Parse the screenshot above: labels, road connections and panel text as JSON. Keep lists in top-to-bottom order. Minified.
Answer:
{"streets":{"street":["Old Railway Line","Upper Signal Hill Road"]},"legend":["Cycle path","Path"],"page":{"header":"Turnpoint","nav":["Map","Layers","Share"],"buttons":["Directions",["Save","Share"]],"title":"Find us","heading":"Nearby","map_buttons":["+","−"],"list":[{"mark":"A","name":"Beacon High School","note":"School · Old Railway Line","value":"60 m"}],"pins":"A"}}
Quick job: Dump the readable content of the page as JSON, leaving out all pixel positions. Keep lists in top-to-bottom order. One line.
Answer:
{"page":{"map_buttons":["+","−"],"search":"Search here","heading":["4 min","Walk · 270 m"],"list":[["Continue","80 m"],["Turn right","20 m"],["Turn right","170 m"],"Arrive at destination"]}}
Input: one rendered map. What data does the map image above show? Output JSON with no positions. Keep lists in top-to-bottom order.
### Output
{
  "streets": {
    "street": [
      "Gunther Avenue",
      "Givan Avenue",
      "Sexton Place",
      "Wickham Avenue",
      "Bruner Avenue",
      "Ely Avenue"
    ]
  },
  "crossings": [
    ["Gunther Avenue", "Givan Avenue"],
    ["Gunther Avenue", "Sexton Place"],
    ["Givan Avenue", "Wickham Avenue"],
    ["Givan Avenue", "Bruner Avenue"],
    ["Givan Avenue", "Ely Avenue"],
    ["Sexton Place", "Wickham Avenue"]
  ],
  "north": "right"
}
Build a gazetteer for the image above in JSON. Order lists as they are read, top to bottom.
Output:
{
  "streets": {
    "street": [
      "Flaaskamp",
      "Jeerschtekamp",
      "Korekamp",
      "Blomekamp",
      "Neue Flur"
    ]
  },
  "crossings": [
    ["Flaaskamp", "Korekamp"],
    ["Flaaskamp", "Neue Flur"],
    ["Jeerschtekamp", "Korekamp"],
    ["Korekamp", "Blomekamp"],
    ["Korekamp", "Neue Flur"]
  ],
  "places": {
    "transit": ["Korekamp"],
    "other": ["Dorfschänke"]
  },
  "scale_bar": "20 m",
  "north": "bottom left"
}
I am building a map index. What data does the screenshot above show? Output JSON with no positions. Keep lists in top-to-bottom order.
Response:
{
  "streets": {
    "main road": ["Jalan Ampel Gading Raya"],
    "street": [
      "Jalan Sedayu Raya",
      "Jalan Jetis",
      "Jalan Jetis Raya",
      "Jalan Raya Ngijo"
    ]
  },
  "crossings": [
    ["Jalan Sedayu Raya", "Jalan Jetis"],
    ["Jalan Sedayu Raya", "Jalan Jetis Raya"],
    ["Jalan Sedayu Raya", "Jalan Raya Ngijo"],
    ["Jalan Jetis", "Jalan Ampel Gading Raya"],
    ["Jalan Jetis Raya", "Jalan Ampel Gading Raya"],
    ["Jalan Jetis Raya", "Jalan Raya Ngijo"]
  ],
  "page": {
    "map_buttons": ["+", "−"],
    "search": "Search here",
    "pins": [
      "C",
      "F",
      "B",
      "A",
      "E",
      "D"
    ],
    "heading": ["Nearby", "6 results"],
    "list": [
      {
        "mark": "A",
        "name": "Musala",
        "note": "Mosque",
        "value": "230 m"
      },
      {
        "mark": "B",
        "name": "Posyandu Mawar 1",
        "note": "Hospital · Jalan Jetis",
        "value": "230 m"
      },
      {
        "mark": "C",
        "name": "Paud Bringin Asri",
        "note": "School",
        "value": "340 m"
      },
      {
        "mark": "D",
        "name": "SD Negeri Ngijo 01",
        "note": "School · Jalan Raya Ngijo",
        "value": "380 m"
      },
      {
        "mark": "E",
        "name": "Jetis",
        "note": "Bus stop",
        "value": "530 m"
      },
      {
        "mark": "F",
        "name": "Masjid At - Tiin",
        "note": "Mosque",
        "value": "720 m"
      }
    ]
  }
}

· · · ·

■ Task:
Copy out, from the data above, each line where the string "does" is present.

■ Finished exercise:
Input: one rendered map. What data does the map image above show? Output JSON with no positions. Keep lists in top-to-bottom order.
I am building a map index. What data does the screenshot above show? Output JSON with no positions. Keep lists in top-to-bottom order.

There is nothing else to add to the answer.